Which lines in the records below mention the word "stroke"? Copy each one out.

(Data excerpts)

▼

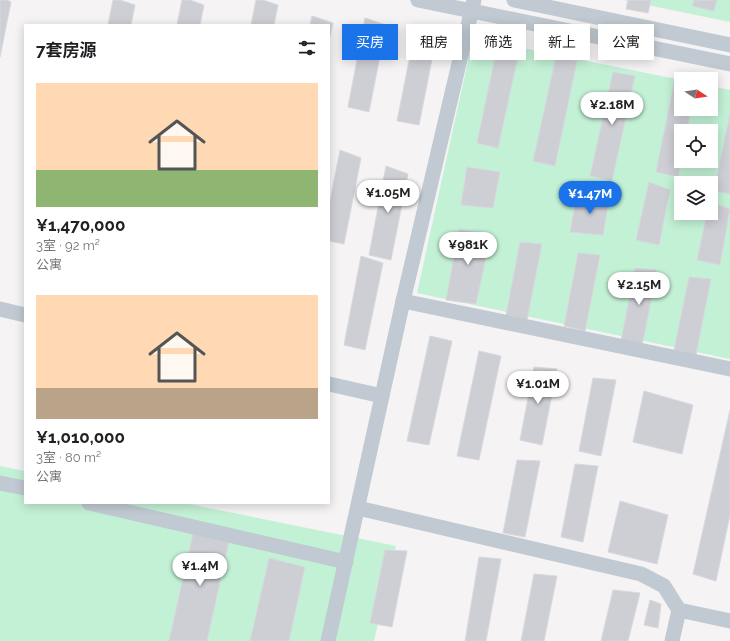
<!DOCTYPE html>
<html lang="zh">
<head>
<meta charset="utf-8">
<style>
	body { margin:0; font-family:Raleway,"Noto Sans SC",sans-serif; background:#f2f2f2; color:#202124; height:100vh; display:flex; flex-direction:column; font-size:15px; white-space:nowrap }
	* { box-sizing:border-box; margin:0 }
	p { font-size:13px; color:#757577 }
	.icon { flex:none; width:22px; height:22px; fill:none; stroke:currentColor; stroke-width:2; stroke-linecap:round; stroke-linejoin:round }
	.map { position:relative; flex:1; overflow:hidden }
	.sheet { position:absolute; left:24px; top:24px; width:306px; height:480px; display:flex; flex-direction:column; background:#fff; border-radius:0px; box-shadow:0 2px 10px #0003 }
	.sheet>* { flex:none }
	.hud { position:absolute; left:342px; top:24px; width:328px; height:36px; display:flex; gap:8px }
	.needle { width:26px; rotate:102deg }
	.tools { position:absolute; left:674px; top:72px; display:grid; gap:8px }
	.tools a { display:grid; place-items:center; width:44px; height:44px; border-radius:0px; background:#fff; box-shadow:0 2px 10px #0003; font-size:20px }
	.price { position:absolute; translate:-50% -34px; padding:0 9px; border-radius:14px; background:#fff; color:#222; font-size:13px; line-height:26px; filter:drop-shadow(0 1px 2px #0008) }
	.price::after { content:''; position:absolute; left:50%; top:24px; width:12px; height:9px; margin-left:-6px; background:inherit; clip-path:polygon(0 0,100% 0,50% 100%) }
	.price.current { background:#1a73e8; color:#fff }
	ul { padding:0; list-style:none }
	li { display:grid; align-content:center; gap:8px; height:212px; padding:0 12px }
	li span { display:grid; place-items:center; height:124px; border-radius:0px; color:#555 }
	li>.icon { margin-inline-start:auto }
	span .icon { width:72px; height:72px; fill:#fffc; stroke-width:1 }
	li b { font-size:17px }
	h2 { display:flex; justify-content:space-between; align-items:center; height:48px; padding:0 12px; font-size:17px }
	.tag { padding:0 14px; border-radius:0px; background:#fff; box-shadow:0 2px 10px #0003; font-size:14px; line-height:36px }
	.tag.current { background:#1a73e8; color:#fff }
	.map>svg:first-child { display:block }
	.green { fill:#c3f1d5; fill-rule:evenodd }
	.building { fill:#cdcfd5; stroke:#d7d9de }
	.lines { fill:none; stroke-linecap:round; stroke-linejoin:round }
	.minor { stroke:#c1cad2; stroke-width:15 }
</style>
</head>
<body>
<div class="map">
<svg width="730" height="641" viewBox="0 0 730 641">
	<rect width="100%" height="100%" fill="#f5f3f3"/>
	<g class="green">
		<polygon points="623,0 730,0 730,22"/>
		<path d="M 473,38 L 681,80 L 681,109 L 711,109 L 711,86 L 730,90 L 730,359 L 417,293 ZM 681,131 L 711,131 L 711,161 L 681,161 ZM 681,183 L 711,183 L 711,213 L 681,213 Z"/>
		<polygon points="0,466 25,471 25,503 184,503 396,546 374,641 0,641"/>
	</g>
	<g class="building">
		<polygon points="0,0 7,0 11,2 0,57"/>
		<polygon points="113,0 120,0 135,5 131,25 108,25"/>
		<polygon points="182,0 190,0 204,5 200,25 177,25"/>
		<polygon points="256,0 263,0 278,5 274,25 251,25"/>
		<polygon points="628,0 651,0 648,13 626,9"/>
		<polygon points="694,0 717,0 714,11 692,6"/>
		<polygon points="312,16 333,23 329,41 329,25 310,25"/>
		<polygon points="365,18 386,25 369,112 348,107"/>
		<polygon points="415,31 436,39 419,125 397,121"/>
		<polygon points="499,38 521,43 498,148 477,143"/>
		<polygon points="556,56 577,61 555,166 533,161"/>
		<polygon points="613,72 635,76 612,181 590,176"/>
		<polygon points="674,83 681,85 681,109 691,109 687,131 681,131 681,160 678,177 656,172"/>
		<polygon points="730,113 730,194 714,191"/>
		<polygon points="340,150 361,158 344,244 329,241 329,206"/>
		<polygon points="386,166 408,174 391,260 369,255"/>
		<polygon points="467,167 500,172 493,208 461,205"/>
		<polygon points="649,182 670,190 659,245 636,240"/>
		<polygon points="577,194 609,199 603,235 570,232"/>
		<polygon points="711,202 730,209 720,265 697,260 707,213 711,213"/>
		<polygon points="459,229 491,234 476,304 446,300"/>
		<polygon points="520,242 542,244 527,320 506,315"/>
		<polygon points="578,253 600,255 585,331 564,326"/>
		<polygon points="361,256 383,263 365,350 344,345"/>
		<polygon points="635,268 657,270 642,346 621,341"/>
		<polygon points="689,277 711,279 696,355 674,350"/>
		<polygon points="430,336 452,341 429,445 407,441"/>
		<polygon points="479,351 501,356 479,460 457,456"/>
		<polygon points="534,367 557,369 542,445 520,440"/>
		<polygon points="593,378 616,380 601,456 579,451"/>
		<polygon points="644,391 693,405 682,454 633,442"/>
		<polygon points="730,410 730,515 716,581 693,574"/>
		<polygon points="517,460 540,461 525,537 503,533"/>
		<polygon points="575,464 598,466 583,542 561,537"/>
		<polygon points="620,501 668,515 657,564 608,552"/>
		<polygon points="194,529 230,537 207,641 169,641"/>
		<polygon points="385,550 407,551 392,627 370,623"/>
		<polygon points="479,557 501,559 486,641 465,641"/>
		<polygon points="269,558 305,567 289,641 250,641"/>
		<polygon points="534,574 557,576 544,641 521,641"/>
		<polygon points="613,590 640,593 628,641 601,641"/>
		<polygon points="650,600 661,604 658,628 644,625"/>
	</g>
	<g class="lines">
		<g class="minor">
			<polyline points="418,0 730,64"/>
			<polyline points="514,0 730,45"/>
			<polyline points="403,301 730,369"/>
			<polyline points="0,309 25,315"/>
			<polyline points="329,384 382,396"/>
			<polyline points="0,483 25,488"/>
			<polyline points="89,503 346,562"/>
			<polyline points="358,508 641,574 664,586 679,610"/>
			<polyline points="328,641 403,301 474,0"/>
			<polyline points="672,641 679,610 730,621"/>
		</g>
	</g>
</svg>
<div class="tools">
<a><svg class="needle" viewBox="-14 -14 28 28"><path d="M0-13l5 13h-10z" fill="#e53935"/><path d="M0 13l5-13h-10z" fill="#757577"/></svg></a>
<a><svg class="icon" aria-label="locate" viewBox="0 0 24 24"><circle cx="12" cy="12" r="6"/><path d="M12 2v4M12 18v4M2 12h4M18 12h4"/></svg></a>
<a><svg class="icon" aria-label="layers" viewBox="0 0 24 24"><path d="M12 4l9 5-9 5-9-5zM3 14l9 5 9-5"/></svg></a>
</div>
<b class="price" style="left:612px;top:126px">¥2.18M</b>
<b class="price" style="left:388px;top:214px">¥1.05M</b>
<b class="price current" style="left:590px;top:215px">¥1.47M</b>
<b class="price" style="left:468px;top:266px">¥981K</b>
<b class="price" style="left:639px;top:306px">¥2.15M</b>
<b class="price" style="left:538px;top:405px">¥1.01M</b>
<b class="price" style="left:200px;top:587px">¥1.4M</b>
<div class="hud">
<a class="tag current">买房</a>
<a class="tag">租房</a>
<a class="tag">筛选</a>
<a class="tag">新上</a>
<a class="tag">公寓</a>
</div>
<section class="sheet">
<h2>7套房源<svg class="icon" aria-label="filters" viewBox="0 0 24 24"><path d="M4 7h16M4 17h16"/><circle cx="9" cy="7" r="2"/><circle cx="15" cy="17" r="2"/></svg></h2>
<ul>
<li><span style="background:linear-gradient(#ffd9b3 70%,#8fb573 0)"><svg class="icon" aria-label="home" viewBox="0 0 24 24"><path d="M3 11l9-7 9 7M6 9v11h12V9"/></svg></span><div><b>¥1,470,000</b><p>3室 · 92 m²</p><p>公寓</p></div></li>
<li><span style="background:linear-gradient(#ffd9b3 75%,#b9a48a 0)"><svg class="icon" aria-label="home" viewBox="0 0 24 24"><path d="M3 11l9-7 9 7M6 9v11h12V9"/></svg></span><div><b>¥1,010,000</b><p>3室 · 80 m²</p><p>公寓</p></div></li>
</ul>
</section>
</div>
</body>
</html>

▲

TASK OUTPUT:
	.icon { flex:none; width:22px; height:22px; fill:none; stroke:currentColor; stroke-width:2; stroke-linecap:round; stroke-linejoin:round }
	span .icon { width:72px; height:72px; fill:#fffc; stroke-width:1 }
	.building { fill:#cdcfd5; stroke:#d7d9de }
	.lines { fill:none; stroke-linecap:round; stroke-linejoin:round }
	.minor { stroke:#c1cad2; stroke-width:15 }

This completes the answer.